* **WORKING DATA**
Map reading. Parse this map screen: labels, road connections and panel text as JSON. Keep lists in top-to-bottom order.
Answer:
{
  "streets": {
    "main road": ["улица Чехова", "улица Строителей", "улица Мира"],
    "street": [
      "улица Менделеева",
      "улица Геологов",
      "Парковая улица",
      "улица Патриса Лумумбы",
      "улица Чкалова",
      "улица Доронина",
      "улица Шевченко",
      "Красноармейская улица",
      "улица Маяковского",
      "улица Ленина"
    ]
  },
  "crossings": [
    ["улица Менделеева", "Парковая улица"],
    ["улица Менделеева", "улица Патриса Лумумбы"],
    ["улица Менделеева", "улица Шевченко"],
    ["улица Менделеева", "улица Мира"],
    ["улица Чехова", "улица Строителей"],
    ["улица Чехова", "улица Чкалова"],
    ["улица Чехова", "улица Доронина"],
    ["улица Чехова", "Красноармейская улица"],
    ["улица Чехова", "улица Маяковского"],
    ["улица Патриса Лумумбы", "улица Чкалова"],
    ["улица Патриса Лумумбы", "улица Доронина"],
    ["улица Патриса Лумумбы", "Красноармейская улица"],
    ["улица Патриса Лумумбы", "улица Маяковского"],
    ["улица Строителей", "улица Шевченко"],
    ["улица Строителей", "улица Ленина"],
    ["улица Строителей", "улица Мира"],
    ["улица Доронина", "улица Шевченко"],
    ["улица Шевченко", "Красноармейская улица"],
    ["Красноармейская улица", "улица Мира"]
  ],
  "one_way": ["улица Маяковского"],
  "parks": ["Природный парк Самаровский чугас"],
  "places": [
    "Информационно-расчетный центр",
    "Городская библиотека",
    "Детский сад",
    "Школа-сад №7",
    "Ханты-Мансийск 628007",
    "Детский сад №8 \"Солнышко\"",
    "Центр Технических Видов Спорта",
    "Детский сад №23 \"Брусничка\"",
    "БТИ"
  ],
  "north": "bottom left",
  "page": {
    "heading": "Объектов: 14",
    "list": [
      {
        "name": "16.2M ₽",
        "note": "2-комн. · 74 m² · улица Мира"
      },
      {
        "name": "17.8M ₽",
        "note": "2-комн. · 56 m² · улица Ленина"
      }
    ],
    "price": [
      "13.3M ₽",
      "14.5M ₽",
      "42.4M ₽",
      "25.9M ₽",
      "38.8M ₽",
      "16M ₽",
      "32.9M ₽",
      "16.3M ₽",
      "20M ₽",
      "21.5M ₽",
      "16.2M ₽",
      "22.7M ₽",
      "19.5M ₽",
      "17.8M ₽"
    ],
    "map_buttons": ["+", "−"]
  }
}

* **INSTRUCTIONS FOR THE TASK**
A word-for-word repetition of the listing above is required.

* **RESPONSE TO THE EXERCISE**
Map reading. Parse this map screen: labels, road connections and panel text as JSON. Keep lists in top-to-bottom order.
Answer:
{
  "streets": {
    "main road": ["улица Чехова", "улица Строителей", "улица Мира"],
    "street": [
      "улица Менделеева",
      "улица Геологов",
      "Парковая улица",
      "улица Патриса Лумумбы",
      "улица Чкалова",
      "улица Доронина",
      "улица Шевченко",
      "Красноармейская улица",
      "улица Маяковского",
      "улица Ленина"
    ]
  },
  "crossings": [
    ["улица Менделеева", "Парковая улица"],
    ["улица Менделеева", "улица Патриса Лумумбы"],
    ["улица Менделеева", "улица Шевченко"],
    ["улица Менделеева", "улица Мира"],
    ["улица Чехова", "улица Строителей"],
    ["улица Чехова", "улица Чкалова"],
    ["улица Чехова", "улица Доронина"],
    ["улица Чехова", "Красноармейская улица"],
    ["улица Чехова", "улица Маяковского"],
    ["улица Патриса Лумумбы", "улица Чкалова"],
    ["улица Патриса Лумумбы", "улица Доронина"],
    ["улица Патриса Лумумбы", "Красноармейская улица"],
    ["улица Патриса Лумумбы", "улица Маяковского"],
    ["улица Строителей", "улица Шевченко"],
    ["улица Строителей", "улица Ленина"],
    ["улица Строителей", "улица Мира"],
    ["улица Доронина", "улица Шевченко"],
    ["улица Шевченко", "Красноармейская улица"],
    ["Красноармейская улица", "улица Мира"]
  ],
  "one_way": ["улица Маяковского"],
  "parks": ["Природный парк Самаровский чугас"],
  "places": [
    "Информационно-расчетный центр",
    "Городская библиотека",
    "Детский сад",
    "Школа-сад №7",
    "Ханты-Мансийск 628007",
    "Детский сад №8 \"Солнышко\"",
    "Центр Технических Видов Спорта",
    "Детский сад №23 \"Брусничка\"",
    "БТИ"
  ],
  "north": "bottom left",
  "page": {
    "heading": "Объектов: 14",
    "list": [
      {
        "name": "16.2M ₽",
        "note": "2-комн. · 74 m² · улица Мира"
      },
      {
        "name": "17.8M ₽",
        "note": "2-комн. · 56 m² · улица Ленина"
      }
    ],
    "price": [
      "13.3M ₽",
      "14.5M ₽",
      "42.4M ₽",
      "25.9M ₽",
      "38.8M ₽",
      "16M ₽",
      "32.9M ₽",
      "16.3M ₽",
      "20M ₽",
      "21.5M ₽",
      "16.2M ₽",
      "22.7M ₽",
      "19.5M ₽",
      "17.8M ₽"
    ],
    "map_buttons": ["+", "−"]
  }
}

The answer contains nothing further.